Open SimonSchrodi opened this issue 3 years ago • 3 comments

Hi,

I have a couple of questions regarding flowattacks on FlowNetC:

  • Is there a reason why you normalize the inputs for FlowNetC to [-1,1]? I am wondering why this is, because in NVIDIA's repository they normalize the inputs differently using the rgb mean and rgb max.
  • In your experiments in the paper, do you also use the pretrained weights or did you retrain FlowNetC?

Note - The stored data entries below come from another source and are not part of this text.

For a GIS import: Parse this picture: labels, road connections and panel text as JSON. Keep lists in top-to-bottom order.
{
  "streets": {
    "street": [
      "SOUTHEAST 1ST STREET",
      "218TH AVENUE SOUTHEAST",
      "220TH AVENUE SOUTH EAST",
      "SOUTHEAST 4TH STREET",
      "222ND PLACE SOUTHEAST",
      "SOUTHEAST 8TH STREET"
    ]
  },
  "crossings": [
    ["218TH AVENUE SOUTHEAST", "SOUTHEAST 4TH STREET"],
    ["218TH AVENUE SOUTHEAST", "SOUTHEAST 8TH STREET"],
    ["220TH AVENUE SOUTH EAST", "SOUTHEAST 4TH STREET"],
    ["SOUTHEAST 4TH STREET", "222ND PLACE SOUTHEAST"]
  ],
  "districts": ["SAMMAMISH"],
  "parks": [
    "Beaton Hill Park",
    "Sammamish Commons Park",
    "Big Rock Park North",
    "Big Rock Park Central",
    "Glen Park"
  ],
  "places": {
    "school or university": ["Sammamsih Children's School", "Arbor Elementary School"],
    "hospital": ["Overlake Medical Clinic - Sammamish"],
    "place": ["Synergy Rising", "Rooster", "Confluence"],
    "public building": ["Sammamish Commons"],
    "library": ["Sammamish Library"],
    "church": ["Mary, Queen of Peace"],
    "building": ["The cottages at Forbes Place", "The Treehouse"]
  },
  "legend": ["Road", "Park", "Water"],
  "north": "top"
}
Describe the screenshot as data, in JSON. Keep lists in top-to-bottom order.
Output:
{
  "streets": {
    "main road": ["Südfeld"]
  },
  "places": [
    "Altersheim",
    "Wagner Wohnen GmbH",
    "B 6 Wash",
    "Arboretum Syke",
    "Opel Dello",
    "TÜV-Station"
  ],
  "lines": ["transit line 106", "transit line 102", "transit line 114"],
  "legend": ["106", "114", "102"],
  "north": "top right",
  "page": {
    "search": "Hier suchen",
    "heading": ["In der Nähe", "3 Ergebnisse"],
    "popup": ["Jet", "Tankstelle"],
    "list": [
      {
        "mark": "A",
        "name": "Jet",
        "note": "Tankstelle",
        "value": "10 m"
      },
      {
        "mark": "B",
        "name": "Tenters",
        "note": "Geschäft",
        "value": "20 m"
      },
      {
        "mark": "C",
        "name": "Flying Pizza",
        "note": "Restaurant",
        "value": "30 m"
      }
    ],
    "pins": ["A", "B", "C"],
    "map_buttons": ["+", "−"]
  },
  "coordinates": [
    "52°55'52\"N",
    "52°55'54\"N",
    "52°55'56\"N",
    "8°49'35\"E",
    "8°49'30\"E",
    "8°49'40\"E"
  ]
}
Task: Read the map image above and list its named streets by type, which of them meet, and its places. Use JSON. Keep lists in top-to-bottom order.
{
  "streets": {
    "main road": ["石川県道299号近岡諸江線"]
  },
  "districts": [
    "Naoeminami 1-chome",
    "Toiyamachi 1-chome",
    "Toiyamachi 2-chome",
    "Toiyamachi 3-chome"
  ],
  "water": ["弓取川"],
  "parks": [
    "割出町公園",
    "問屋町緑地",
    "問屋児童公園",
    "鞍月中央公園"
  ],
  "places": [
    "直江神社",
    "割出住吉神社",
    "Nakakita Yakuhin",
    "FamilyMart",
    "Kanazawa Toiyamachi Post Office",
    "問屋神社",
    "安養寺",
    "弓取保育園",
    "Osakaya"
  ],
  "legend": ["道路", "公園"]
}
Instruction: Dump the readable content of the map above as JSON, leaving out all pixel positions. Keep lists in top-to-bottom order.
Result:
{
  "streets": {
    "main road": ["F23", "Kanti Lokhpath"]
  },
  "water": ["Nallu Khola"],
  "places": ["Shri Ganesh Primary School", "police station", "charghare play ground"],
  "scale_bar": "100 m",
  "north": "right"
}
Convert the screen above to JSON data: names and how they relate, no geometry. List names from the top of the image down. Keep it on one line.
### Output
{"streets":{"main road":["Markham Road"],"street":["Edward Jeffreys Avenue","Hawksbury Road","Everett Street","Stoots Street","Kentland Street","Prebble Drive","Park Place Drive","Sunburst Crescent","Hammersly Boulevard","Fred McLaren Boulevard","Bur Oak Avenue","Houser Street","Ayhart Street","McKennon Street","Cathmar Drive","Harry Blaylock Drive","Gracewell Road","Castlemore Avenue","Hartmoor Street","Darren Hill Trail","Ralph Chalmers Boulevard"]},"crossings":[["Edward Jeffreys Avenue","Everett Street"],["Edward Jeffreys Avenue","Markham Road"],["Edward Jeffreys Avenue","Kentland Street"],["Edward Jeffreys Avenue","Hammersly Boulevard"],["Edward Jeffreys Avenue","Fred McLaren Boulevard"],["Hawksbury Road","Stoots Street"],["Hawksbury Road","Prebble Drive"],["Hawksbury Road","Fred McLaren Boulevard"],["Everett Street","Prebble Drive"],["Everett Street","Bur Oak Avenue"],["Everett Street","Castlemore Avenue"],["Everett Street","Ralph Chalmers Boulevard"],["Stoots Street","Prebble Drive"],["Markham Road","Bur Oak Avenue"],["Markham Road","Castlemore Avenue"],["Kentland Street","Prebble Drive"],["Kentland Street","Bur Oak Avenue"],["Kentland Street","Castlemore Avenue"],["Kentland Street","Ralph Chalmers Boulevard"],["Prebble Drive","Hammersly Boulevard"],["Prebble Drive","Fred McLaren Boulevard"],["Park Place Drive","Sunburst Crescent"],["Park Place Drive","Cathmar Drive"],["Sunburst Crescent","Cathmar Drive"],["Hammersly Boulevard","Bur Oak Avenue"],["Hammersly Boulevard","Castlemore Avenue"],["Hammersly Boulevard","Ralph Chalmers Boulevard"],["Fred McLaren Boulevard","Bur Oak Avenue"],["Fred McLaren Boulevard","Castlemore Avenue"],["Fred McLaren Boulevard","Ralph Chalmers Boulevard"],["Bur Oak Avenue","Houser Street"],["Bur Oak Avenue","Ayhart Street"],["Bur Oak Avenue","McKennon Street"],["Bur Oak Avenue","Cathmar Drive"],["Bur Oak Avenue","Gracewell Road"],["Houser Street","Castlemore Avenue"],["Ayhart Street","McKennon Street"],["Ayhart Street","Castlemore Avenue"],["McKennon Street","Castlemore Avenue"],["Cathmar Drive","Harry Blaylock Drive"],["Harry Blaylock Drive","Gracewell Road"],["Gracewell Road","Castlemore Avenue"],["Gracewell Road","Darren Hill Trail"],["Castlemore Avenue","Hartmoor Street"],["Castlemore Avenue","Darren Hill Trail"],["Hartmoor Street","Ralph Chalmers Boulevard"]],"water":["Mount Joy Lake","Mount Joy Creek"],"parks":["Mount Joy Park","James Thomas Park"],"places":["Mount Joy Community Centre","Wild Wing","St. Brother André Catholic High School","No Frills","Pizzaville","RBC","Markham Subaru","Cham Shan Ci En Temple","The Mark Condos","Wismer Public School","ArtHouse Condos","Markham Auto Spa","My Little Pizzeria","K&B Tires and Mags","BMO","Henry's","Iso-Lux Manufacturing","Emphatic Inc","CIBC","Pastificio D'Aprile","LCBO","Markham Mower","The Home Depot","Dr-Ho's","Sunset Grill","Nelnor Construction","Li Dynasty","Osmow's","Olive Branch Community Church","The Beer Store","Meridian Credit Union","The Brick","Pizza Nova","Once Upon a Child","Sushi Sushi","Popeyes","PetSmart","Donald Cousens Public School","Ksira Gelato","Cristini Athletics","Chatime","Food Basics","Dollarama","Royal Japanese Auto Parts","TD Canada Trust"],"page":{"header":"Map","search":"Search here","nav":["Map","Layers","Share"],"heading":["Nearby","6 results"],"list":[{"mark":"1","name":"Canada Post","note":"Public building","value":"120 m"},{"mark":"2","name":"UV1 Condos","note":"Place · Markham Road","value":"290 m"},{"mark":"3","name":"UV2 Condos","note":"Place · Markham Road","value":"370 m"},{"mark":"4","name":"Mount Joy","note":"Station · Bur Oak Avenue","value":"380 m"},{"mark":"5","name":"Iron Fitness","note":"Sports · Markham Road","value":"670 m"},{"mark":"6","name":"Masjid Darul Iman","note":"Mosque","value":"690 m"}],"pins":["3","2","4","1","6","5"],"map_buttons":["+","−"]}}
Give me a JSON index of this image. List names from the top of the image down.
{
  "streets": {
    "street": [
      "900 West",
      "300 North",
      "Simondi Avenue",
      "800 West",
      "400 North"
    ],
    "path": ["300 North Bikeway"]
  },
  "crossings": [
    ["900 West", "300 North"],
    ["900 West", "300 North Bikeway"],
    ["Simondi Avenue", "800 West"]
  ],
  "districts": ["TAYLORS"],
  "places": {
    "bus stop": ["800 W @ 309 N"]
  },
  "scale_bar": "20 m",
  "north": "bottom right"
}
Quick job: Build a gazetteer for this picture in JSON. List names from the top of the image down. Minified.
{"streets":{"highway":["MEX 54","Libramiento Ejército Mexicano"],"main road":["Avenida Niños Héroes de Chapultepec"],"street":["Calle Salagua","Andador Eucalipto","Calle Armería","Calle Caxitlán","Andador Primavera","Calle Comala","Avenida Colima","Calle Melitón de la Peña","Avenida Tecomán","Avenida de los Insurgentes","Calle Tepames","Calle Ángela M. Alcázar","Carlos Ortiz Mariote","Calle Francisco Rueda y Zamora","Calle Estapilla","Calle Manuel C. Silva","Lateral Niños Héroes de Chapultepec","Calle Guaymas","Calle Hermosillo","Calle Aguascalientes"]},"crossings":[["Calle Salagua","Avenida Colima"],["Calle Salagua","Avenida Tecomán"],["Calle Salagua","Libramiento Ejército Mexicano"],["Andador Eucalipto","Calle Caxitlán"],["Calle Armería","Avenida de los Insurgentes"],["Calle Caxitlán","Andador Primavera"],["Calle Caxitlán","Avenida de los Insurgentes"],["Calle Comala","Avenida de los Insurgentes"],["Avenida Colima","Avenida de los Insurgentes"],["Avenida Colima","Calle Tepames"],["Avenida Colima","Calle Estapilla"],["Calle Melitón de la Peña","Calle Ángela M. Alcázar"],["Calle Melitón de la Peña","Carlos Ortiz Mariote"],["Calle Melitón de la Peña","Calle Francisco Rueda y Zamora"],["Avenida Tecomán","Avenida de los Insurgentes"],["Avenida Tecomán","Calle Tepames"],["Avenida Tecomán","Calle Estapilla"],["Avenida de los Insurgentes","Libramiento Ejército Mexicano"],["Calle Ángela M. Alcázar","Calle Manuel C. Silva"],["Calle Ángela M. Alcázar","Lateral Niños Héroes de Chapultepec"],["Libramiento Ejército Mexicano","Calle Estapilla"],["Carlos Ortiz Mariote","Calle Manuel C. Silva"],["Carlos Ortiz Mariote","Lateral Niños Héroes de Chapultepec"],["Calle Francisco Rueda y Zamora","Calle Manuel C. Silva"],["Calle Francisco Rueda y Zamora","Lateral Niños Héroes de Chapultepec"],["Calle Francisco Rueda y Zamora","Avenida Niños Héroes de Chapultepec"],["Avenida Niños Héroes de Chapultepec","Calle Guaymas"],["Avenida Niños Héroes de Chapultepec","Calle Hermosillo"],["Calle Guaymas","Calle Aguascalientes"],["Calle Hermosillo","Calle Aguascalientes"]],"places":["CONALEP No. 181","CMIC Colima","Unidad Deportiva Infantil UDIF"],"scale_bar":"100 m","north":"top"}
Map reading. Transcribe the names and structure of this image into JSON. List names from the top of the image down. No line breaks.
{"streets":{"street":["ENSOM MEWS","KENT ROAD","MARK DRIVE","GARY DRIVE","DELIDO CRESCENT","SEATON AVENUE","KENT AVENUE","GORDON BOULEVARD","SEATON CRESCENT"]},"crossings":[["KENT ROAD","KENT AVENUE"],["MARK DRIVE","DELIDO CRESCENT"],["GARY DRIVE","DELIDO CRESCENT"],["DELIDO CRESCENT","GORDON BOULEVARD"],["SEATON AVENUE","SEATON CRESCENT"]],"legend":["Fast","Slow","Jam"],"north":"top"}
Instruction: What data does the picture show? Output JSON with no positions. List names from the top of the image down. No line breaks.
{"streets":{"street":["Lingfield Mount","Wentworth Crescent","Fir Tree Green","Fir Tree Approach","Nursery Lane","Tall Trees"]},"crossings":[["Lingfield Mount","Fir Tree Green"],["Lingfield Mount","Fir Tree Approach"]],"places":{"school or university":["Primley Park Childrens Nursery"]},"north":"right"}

SimonSchrodi avatar Jan 22 '21 18:01 SimonSchrodi

We found that it barely affected results, it was within 1% or so. When you subtract the mean and divide by max, assuming all images have the same range [0,1], or [0,255]; it would result in the same image tensor within [-1, 1] after normalization.

Also, it is very much possible that the numbers would be different. We noticed a really large variance in the numbers with different seeds. So we ran the training for the patch several times and picked the best attack for each.

Now, if your objective is to get higher numbers for attack, you could just remove augmentations. But then, when you remove augmentations, the attack doesn't generalize to real world. There is a trade-off and you can vary the amount of augmentation, or you can completely remove the augmentation by using the flag --norotate, to get higher numbers. We saw much higher numbers with no augmentations; but haven't used them in the paper.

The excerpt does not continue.